Apache Ranger Audit Logs stored in HDFS parsed with Apache Spark

by GS
in Apache, Apache Hadoop, Apache Hive, Apache Ranger, Apache Spark, audit, Hadoop, HDFS, Pyspark
on August 31, 2018

Using Apache Spark to parse a large HDFS archive of Ranger Audit logs using Apache Spark to find and verify if a user attempted to access files in HDFS, Hive or HBase. This eliminates the need to use a Hive SerDe to read these Apache Ranger JSON Files and to have to create an external table which could compromise the logged data as the user creating the table will need Read/Write to the folder.
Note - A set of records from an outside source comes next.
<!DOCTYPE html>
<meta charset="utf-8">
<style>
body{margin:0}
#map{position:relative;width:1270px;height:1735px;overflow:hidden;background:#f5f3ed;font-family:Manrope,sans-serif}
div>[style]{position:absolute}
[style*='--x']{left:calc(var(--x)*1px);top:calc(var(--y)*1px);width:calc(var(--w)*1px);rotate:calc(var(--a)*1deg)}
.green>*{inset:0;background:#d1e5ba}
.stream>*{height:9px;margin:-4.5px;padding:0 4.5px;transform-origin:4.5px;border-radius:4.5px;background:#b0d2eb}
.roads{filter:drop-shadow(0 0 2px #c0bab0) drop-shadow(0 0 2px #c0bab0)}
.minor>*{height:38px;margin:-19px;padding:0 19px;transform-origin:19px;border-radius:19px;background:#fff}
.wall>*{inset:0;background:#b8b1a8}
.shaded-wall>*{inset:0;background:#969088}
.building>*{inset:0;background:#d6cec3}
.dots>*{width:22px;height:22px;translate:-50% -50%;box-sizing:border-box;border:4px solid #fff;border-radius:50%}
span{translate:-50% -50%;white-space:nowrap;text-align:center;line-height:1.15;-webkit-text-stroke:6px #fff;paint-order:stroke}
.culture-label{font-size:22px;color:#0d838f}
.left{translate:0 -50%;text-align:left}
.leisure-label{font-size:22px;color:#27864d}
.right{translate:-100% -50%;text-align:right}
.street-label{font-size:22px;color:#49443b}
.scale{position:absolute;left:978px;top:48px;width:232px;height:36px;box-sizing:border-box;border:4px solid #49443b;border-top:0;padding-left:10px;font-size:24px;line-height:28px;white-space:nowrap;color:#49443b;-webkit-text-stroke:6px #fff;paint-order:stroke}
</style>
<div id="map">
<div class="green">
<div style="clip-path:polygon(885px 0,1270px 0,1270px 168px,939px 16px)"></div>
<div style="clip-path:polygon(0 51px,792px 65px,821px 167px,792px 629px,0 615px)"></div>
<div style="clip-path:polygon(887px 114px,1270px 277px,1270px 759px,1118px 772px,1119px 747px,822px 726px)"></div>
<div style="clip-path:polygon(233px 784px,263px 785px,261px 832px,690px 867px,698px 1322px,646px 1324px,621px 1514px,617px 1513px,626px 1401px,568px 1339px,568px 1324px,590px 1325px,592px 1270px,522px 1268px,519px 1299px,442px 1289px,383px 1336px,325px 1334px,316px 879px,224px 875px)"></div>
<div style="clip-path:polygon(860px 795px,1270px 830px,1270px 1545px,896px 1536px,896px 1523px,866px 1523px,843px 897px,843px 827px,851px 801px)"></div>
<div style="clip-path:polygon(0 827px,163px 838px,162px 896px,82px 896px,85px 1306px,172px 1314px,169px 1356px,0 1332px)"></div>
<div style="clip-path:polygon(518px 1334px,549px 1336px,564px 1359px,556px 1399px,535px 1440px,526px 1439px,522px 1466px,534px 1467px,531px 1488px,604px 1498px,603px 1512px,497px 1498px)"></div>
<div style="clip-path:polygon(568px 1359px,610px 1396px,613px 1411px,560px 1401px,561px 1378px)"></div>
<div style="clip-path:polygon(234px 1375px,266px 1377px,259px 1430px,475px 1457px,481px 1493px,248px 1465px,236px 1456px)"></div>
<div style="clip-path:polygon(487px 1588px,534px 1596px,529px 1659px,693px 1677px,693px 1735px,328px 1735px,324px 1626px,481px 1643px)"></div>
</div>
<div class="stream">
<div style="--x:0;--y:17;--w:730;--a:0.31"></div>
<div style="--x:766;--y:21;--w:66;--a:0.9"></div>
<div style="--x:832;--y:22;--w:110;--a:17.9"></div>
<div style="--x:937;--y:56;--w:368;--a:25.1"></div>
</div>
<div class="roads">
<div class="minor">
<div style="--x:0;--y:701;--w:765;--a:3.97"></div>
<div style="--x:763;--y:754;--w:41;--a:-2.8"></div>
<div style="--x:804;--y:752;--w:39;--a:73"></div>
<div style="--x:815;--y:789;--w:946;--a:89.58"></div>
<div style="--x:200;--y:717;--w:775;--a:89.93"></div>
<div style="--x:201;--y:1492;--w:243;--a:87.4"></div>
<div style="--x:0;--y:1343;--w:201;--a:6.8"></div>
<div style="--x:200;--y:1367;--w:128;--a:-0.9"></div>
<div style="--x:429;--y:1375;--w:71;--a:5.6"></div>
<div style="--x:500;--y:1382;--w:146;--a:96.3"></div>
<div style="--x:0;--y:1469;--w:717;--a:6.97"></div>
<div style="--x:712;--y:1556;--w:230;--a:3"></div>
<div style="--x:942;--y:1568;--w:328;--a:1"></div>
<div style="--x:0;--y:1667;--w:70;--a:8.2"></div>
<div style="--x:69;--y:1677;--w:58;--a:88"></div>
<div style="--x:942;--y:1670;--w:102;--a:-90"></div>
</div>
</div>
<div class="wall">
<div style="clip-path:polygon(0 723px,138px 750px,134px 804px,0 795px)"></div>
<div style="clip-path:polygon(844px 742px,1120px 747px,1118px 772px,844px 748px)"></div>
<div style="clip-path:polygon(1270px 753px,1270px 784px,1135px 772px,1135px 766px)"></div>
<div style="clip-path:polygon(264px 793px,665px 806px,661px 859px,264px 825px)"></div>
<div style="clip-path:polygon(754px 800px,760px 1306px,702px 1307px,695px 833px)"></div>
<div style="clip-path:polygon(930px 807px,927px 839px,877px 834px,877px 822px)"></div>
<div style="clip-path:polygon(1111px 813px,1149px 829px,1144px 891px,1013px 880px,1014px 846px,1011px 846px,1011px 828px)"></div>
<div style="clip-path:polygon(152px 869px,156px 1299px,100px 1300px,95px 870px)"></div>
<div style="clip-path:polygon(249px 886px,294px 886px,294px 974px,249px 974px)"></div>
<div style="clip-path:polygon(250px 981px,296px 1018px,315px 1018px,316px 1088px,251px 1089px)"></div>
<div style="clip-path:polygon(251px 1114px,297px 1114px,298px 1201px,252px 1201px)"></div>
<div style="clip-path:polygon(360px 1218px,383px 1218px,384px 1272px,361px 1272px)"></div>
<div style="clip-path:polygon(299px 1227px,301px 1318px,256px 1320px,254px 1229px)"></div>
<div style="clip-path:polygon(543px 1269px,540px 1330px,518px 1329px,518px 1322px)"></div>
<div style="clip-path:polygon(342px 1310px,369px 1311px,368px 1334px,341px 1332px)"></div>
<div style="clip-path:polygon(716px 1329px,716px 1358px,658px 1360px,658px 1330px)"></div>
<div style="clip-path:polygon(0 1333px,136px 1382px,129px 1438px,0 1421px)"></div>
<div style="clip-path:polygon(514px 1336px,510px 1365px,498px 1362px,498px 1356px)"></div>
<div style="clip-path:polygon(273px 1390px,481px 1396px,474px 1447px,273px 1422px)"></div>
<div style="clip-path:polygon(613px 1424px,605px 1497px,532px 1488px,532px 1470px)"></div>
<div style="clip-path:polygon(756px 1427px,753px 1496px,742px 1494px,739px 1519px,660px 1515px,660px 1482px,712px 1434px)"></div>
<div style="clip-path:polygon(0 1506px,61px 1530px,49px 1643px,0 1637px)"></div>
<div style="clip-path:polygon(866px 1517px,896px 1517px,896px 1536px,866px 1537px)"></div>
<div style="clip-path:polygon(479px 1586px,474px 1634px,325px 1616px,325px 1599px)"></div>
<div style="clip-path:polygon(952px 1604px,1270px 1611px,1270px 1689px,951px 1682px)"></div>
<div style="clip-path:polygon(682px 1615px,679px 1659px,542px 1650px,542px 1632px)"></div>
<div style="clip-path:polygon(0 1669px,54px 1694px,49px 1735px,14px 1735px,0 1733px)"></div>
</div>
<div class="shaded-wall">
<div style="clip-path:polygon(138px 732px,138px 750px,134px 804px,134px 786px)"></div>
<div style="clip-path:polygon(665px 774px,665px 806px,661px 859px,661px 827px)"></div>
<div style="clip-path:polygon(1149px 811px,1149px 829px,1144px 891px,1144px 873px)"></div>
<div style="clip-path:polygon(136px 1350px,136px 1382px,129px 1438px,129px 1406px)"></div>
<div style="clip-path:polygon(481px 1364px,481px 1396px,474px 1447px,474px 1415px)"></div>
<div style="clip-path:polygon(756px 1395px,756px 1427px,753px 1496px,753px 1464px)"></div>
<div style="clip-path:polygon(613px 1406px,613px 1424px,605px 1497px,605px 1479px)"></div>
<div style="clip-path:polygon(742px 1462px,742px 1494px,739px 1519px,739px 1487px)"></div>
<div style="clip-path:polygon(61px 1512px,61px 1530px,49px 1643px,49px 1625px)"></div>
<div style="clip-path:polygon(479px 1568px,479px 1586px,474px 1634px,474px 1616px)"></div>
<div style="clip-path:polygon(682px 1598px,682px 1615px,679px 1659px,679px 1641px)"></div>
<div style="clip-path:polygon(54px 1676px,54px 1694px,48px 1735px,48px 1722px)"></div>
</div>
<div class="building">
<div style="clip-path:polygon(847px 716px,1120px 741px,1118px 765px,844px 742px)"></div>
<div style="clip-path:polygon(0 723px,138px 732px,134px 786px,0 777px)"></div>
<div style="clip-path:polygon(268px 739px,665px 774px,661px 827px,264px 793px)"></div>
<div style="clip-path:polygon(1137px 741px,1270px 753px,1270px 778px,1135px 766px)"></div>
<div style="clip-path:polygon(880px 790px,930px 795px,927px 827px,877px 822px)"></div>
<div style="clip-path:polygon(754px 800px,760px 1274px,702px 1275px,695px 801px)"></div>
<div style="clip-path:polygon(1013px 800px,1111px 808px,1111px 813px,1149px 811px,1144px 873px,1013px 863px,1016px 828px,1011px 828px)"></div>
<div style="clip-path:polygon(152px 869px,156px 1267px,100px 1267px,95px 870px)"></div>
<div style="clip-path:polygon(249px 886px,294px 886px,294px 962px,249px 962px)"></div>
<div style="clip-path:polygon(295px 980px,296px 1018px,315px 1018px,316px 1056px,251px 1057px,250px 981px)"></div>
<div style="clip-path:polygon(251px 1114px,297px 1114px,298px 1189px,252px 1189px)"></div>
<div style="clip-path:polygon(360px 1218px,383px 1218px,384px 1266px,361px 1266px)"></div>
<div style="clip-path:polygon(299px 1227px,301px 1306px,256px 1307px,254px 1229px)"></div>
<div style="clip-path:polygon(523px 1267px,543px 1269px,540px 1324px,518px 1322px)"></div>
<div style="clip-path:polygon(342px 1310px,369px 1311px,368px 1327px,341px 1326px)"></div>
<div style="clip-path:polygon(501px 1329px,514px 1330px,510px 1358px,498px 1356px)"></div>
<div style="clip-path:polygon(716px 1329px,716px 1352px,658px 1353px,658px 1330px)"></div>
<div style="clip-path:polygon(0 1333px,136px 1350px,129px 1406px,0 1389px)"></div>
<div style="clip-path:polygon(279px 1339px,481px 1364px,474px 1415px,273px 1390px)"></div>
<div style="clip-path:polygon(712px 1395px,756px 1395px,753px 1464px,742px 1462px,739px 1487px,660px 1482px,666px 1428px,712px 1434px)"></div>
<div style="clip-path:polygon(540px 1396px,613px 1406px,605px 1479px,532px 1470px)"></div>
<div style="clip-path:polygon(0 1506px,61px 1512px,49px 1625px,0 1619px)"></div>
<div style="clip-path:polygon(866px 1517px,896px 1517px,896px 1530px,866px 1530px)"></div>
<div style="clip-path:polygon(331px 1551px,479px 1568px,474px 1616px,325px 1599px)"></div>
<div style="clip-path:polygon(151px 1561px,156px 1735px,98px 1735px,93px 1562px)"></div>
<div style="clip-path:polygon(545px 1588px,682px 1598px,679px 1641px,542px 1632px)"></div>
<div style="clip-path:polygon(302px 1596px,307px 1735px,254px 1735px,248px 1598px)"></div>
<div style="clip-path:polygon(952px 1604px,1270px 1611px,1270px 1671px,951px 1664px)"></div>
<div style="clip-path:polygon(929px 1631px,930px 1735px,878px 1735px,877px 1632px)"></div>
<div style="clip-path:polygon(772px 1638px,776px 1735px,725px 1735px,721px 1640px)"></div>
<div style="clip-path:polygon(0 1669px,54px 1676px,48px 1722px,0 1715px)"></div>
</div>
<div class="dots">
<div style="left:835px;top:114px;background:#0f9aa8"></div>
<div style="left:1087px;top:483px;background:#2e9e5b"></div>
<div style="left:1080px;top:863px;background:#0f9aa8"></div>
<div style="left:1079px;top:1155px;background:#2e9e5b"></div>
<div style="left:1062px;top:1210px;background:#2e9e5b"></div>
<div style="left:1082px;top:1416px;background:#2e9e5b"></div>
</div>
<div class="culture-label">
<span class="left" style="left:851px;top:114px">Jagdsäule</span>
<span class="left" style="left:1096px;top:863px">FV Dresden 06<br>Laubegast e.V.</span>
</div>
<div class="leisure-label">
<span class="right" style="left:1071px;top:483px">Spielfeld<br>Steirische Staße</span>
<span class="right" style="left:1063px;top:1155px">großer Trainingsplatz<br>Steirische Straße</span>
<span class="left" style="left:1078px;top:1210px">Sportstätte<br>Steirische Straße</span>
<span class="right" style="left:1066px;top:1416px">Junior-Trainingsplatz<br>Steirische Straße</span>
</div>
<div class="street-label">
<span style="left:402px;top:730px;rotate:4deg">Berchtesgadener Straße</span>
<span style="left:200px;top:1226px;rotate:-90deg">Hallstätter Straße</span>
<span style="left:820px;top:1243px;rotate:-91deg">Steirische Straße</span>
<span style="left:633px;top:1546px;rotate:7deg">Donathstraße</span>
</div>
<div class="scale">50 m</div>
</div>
PySpark Batch Script to filter data sets:

import sys
import os
from datetime import *
from time import *
from pyspark import SparkContext
from pyspark import SparkConf
from pyspark import RDD
from pyspark.sql import *
from pyspark.sql.types import *
from pyspark.sql import HiveContext

sc = SparkContext()
spark = SparkSession(sc)
sqlContext = HiveContext(sc)

df = spark.read.json(‘/ranger/audit/hdfs/20180[3-8]*/*’)
df.createOrReplaceTempView(“hdfs_audit”)

delresults = sqlContext.sql(‘select reqUser, action, agentHost, cliIp, evtTime, reason, resource from hdfs_audit where resource LIKE “/source/public/pgsql/db1/table_name%” and reqUser != “blahuser”‘)

delresults.write.save(‘/user/testuser/results_gss_orc_out’, format=’orc’, mode=’append’)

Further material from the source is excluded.